Hey Golf lets see some photos of the carnage?? LOL


----------



## utahgolf (Sep 8, 2007)

most of my grebe glory photo's have the background showing and I don't want to give away my grebe honey holes, plus others might also use that area for some good grebe shoots.


----------



## Al Hansen (Sep 7, 2007)

wyogoob said:


> I love this place.


 :lol:


----------



## wyogoob (Sep 7, 2007)

OK, I'm all in.

What is the best choke for them grebes?


----------



## utahgolf (Sep 8, 2007)

somethin that patterns tight! many times if you're hunting clear water you can see them dive and take a shot that will penetrate the water. nothin cooler than that!


----------



## Guest (Jul 20, 2011)

wyogoob said:


> OK, I'm all in.
> 
> What is the best choke for them grebes?


i shoot an xfull choke at them. it works real good!! ive found the best loads for them are 3.5" T shot. but sometimes those little guys dive deep enough that those BBs wont penetrate the water good enough..... but i know a .22 will!!


----------



## hoghunter011583 (Jul 21, 2008)

kill_'em_all said:


> wyogoob said:
> 
> 
> > OK, I'm all in.
> ...


No use a .270 with FMJ's they will get them deep!!


----------



## Guest (Jul 20, 2011)

hoghunter011583 said:


> kill_'em_all said:
> 
> 
> > wyogoob said:
> ...


Tried that.
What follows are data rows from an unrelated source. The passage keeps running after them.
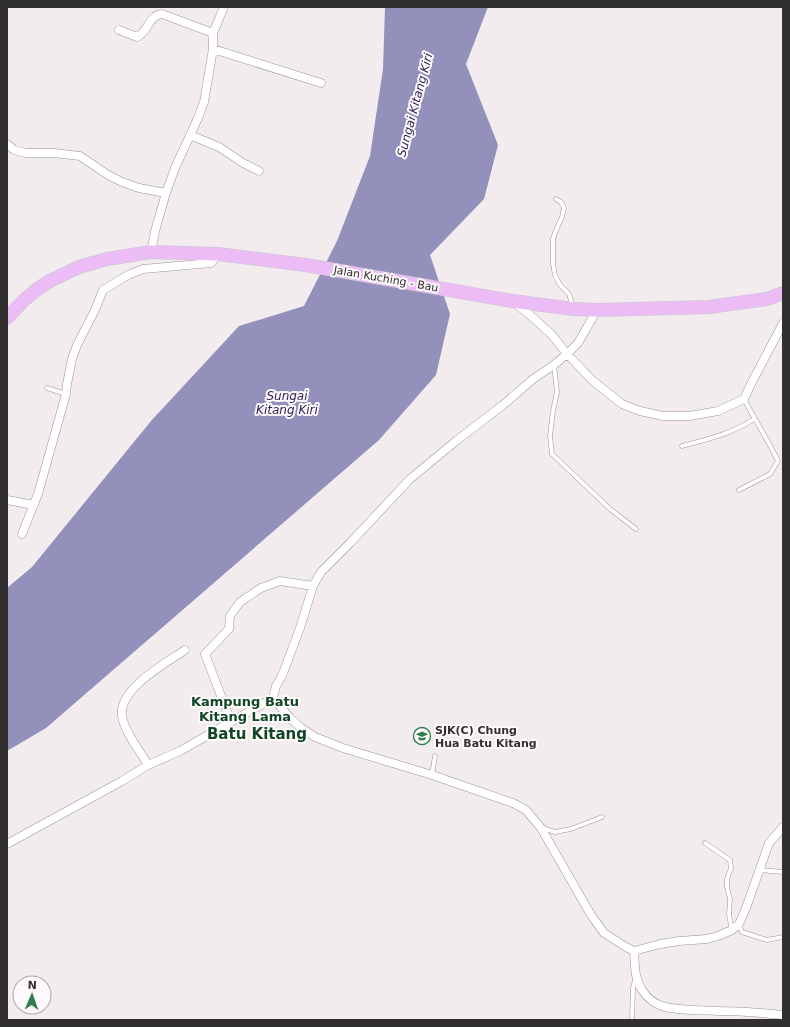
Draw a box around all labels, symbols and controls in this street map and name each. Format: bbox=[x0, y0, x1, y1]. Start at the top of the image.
water label: Sungai Kitang Kiri bbox=[394, 51, 436, 158]
street label: Jalan Kuching - Bau bbox=[332, 263, 439, 295]
water label: Sungai Kitang Kiri bbox=[256, 389, 319, 417]
district label: Kampung Batu Kitang Lama bbox=[191, 694, 299, 724]
place label: SJK(C) Chung Hua Batu Kitang bbox=[435, 724, 537, 750]
district label: Batu Kitang bbox=[207, 725, 307, 743]
school or university icon: SJK(C) Chung Hua Batu Kitang bbox=[412, 726, 432, 746]
north arrow bbox=[12, 975, 52, 1015]
text: N bbox=[27, 979, 37, 992]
The bullets come completely apart when ghetto hit the water because of their speed. .22s seem to work the best


----------



## wyogoob (Sep 7, 2007)

I have a story to tell.

I came to Wyoming 30 years ago. Took my first trip out to our local reservoir aroun May 1st of that spring. There was a uniformed officer standing on the dam shooting at Grebes, Clarks Grebes in fact, out on the reservoir. He was using his service pistol. He told me "$#^*-&%#@ grebes are eating all the fish they just planted in here" I remember it vividly; it was the first time I ever seen a Clarks Grebe.

I don't know whether or not he took them home and ate them.


----------



## Guest (Jul 20, 2011)

i don,t have no greebeand you can,t shoot them; it not legel


----------



## Bears Butt (Sep 12, 2007)

The best choke is between the thumb and index finger.


----------



## utahgolf (Sep 8, 2007)

I really shoulda saved this thread for when the season starts! I definitely woulda had some internet trollers immediately sign up and tell me I'm breaking the law. thought the fishing woulda been a little bit better this time of year, but I guess it really doesn't heat up until fall.


----------



## wyogoob (Sep 7, 2007)

utahgolf said:


> I really shoulda saved this thread for when the season starts! I definitely woulda had some internet trollers immediately sign up and tell me I'm breaking the law. thought the fishing woulda been a little bit better this time of year, but I guess it really doesn't heat up until fall.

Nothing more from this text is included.